El narrador cuenta que lo primero que le llamó la atención fue la carta de su buzón –firmada por Tiffany’s & CO, que era lo único que la muchacha podía permitirse de la joyería neoyorkina–, que decía así: “Holly Golightly, de viaje”. Todos los estamos al final, pero ella quería un lugar en el que establecerse. Uno como Tiffany’s, que le volviera loca, para ponerle nombre al gato –que no tenía, porque para ponerle nombre a un gato hay que tener un hogar–. No fue hasta semanas después cuando se conocieron, mientras ella se colaba en casa del narrador por la escalera de incendios huyendo de un borracho. Él le contó su promisoria carrera como escritor; ella le describió que se ganaba la vida saliendo con hombres adinerados que pagaban por su compañía. Entre ellos, Sally Tomato, un señor mayor al que Holly visitaba los jueves en la cárcel a cambio de cien dólares.
Fred, como la protagonista nombró al narrador por la semblanza física que tenía con su hermano, quería querer a Holly y su jaula, dentro de los barrotes de cristal. “Si tuvieras dinero, me casaría contigo al instante. ¿Harías lo mismo?”, preguntó. “Al instante”, le respondió. “Por suerte, ninguno de los dos es rico”, zanjó ella. Lo mismo le sucedió a Fred cuando le dijo a Holly que estaba loco por ella. “¿Ah sí? Pues es usted un loco de remate”, fue su reacción.
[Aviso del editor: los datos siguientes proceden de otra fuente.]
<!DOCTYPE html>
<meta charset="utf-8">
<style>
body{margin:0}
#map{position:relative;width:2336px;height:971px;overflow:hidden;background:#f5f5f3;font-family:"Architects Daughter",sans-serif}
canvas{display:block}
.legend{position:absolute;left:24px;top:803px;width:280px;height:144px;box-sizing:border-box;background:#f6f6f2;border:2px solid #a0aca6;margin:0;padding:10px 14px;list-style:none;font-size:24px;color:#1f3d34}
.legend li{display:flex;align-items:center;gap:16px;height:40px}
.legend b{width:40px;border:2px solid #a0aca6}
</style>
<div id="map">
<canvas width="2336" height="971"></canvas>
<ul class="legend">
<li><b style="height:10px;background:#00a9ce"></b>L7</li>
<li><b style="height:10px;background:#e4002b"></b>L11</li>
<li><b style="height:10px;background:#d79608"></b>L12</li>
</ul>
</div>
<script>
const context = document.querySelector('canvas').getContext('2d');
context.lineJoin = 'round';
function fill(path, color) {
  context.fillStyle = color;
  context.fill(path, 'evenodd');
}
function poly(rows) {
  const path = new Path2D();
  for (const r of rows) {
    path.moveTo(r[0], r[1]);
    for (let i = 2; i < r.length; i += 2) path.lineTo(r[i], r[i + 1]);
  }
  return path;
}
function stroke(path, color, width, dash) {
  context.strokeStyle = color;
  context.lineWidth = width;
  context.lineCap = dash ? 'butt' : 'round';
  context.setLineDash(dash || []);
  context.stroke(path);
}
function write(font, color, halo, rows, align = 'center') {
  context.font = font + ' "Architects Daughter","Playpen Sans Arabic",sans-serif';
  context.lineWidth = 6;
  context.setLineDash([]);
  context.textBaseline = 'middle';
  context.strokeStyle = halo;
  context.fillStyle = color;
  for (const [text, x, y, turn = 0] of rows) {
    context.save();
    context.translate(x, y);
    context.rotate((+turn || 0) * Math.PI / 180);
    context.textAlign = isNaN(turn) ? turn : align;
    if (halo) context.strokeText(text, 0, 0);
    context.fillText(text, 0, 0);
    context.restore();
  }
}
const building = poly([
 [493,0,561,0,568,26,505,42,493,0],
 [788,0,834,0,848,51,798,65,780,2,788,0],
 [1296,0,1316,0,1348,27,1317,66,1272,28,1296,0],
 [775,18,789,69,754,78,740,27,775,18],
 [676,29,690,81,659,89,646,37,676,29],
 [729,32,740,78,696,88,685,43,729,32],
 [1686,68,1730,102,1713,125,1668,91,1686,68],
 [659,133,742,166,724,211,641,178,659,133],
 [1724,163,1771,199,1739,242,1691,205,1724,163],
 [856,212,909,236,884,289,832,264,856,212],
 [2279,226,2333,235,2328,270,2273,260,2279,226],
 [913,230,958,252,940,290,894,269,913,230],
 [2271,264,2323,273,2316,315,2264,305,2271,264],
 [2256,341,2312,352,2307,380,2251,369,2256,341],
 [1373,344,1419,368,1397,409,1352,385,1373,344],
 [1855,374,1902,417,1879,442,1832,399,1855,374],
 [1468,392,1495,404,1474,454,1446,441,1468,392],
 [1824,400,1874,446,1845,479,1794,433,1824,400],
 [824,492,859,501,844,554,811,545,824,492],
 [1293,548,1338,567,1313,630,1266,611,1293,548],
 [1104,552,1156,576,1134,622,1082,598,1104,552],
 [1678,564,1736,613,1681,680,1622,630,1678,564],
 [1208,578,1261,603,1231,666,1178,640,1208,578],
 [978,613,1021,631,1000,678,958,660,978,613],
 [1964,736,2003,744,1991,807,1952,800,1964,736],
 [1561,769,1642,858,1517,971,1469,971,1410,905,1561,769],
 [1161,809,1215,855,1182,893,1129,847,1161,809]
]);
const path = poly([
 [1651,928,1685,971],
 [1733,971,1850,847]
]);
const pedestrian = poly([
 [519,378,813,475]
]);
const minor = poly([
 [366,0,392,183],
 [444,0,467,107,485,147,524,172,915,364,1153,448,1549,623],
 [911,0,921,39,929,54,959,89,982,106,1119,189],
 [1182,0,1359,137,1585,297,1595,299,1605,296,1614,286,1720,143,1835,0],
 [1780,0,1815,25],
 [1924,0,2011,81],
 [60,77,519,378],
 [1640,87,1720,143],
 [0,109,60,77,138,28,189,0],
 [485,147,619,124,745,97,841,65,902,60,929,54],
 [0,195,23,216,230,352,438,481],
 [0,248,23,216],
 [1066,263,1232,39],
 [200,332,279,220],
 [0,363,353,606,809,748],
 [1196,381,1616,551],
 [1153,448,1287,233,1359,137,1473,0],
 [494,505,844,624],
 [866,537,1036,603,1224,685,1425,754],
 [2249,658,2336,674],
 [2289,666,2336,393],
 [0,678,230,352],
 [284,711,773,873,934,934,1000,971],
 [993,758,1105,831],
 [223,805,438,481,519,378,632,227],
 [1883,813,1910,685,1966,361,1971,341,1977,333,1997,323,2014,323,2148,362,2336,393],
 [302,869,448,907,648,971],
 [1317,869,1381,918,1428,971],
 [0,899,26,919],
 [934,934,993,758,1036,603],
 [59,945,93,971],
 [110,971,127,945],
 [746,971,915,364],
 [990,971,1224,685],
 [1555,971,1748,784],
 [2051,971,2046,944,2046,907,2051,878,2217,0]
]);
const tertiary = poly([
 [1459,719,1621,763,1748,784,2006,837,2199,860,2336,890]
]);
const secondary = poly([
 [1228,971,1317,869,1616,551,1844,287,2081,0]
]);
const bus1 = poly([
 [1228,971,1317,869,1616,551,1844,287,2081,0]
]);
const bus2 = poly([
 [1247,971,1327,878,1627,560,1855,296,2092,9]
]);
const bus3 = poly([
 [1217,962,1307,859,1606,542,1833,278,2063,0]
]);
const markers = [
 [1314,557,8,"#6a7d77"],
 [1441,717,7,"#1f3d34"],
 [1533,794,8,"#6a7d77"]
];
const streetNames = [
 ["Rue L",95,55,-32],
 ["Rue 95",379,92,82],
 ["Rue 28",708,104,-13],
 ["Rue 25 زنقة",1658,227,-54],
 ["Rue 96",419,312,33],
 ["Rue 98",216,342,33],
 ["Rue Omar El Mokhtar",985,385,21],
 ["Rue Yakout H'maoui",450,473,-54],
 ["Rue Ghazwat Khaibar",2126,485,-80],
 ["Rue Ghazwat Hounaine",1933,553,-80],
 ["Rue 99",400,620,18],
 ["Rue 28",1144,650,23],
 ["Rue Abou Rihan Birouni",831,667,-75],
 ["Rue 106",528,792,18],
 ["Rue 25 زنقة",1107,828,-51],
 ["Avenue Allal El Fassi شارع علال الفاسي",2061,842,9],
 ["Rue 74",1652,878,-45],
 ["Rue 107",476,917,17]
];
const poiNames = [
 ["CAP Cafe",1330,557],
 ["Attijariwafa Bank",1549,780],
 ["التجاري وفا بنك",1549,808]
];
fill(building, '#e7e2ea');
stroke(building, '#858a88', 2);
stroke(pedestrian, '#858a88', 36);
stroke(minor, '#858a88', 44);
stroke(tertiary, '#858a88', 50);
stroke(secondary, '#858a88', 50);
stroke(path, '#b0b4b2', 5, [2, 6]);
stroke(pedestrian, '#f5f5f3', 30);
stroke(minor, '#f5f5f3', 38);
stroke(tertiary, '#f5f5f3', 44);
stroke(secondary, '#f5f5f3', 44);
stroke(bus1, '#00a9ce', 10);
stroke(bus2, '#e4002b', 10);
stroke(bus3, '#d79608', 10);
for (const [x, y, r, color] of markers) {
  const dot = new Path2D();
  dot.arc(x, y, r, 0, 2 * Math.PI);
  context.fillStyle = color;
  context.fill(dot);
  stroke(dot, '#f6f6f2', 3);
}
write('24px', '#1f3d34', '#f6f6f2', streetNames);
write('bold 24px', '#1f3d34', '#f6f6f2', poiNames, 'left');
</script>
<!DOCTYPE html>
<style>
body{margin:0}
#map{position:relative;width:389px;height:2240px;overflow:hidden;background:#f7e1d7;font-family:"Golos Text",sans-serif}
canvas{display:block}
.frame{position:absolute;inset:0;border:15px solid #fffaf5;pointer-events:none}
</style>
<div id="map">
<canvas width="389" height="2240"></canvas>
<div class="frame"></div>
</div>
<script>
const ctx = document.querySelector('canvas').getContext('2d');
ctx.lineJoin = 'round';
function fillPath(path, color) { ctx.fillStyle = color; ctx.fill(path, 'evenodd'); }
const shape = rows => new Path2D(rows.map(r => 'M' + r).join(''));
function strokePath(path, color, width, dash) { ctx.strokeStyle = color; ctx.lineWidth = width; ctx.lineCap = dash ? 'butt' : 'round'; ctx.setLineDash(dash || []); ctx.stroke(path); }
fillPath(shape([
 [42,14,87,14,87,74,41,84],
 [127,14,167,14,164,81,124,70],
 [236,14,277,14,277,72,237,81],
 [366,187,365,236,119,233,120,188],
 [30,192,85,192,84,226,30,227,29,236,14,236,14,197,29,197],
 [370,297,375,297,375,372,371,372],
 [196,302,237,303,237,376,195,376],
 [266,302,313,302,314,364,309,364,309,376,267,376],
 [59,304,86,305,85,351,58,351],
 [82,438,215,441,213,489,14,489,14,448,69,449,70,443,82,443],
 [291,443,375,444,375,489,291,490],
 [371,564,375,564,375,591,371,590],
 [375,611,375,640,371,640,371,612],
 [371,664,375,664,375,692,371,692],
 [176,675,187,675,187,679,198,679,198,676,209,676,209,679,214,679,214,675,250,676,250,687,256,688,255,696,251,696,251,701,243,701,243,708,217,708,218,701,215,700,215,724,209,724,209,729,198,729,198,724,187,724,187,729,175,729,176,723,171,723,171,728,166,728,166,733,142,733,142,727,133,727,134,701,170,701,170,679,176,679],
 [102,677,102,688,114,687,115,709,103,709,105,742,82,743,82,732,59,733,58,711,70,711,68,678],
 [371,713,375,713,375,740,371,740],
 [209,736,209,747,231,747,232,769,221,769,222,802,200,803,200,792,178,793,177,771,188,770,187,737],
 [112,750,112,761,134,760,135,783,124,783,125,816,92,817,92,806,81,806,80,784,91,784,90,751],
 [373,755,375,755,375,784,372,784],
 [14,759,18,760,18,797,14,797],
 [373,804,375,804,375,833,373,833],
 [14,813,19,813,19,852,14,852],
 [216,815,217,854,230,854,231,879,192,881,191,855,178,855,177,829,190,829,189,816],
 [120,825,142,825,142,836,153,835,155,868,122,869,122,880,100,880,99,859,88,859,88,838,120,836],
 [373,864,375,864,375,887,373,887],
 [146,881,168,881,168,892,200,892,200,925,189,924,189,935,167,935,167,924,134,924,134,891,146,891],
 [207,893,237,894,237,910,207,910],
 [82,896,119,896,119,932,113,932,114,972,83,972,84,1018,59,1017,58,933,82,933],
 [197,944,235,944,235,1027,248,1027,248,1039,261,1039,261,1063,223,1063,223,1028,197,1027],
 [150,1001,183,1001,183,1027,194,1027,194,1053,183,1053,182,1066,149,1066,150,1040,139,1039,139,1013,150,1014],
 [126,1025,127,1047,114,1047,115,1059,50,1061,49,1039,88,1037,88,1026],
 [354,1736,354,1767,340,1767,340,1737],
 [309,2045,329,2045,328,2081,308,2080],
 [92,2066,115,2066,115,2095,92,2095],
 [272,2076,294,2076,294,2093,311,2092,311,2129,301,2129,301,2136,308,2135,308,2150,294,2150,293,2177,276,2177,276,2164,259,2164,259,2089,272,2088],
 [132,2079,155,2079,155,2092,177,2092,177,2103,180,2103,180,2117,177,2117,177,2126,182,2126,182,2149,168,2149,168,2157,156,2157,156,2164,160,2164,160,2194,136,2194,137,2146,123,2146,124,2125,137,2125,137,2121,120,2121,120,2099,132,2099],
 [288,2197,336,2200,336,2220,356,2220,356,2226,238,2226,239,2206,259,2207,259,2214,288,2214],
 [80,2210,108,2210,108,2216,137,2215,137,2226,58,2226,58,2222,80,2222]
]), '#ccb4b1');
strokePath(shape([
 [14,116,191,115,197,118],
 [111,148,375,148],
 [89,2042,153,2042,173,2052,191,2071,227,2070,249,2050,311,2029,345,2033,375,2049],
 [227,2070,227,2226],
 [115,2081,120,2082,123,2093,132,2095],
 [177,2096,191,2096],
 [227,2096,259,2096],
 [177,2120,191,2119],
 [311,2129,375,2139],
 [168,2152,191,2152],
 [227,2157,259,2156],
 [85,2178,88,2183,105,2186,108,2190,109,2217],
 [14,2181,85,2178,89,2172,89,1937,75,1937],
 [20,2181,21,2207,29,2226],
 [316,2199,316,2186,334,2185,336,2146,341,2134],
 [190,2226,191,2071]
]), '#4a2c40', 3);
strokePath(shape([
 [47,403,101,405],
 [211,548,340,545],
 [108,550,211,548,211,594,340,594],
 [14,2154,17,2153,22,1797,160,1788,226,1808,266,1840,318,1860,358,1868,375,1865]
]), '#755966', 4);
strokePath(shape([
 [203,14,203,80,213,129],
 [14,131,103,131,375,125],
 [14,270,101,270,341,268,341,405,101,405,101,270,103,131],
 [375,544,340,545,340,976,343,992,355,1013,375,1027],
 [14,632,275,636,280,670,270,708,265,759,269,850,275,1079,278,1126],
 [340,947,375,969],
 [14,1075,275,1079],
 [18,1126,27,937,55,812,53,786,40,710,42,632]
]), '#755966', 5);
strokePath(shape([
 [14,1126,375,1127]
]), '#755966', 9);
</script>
Al final, lo que Truman Capote trataba decirnos iba mucho más allá de la Gran Manzana neoyorkina y la frivolidad que puede suponer Tiffany’s para todos aquellos que se toman demasiado en serio como para pensar que siguen la moda. Sin embargo, Holly Golightly solo es una careta para Lulamae Barnes, una joven de origen humilde que lidia con el trauma, la soledad y la depresión entre las excentricidades de la gran ciudad. Una mujer que no ha encontrado su lugar en el mundo, como ella misma afirma (por eso no le quiere poner nombre a su gato) y que, mientras lo descubre, tiene que aguantar a tipos insufribles para que le sustenten sus "viajes al tocador", todo un eufemismo para su profesión de escort.
Aun así, ella sabe lo que quiere y surfea los problemas de la vida creando su propio espejismo sobre los éxitos futuros. Y es que lo de desayunar en Tiffany’s no era un lujo, sino un arma de supervivencia. El autor nos hablaba de una personalidad atormentada de finales de mediados de siglo que se ha mantenido hasta día de hoy. La coraza que Capote definió está más presente en nuestro día a día de lo que pensamos. Todos somos un poco Holly, pero no debemos de dejar que nos limite.
No hablo con la intención de recomendar que aguantemos amores insolentes, que nos exijan, que nos maltraten, porque si estos llegan, Holly tiene una frase para darnos: “Se tardan exactamente cuatro segundos para ir de aquí a la puerta. Yo le doy dos”.
Dejemos que nos quieran. Que nos quieran bien. Abramos la coraza del pasado y que las cicatrices del tiempo se queden perennes, pero que no impidan el futuro. Porque lo mejor que tenemos es el amor que nos dan. No tratemos de rehuirlo. Seguid adelante. Que los que vengan urgen un poco en nosotros y no sufran lo que otros provocaron.
Y así, sin más, descubrí que a corazón abierto era una forma digna de vivir.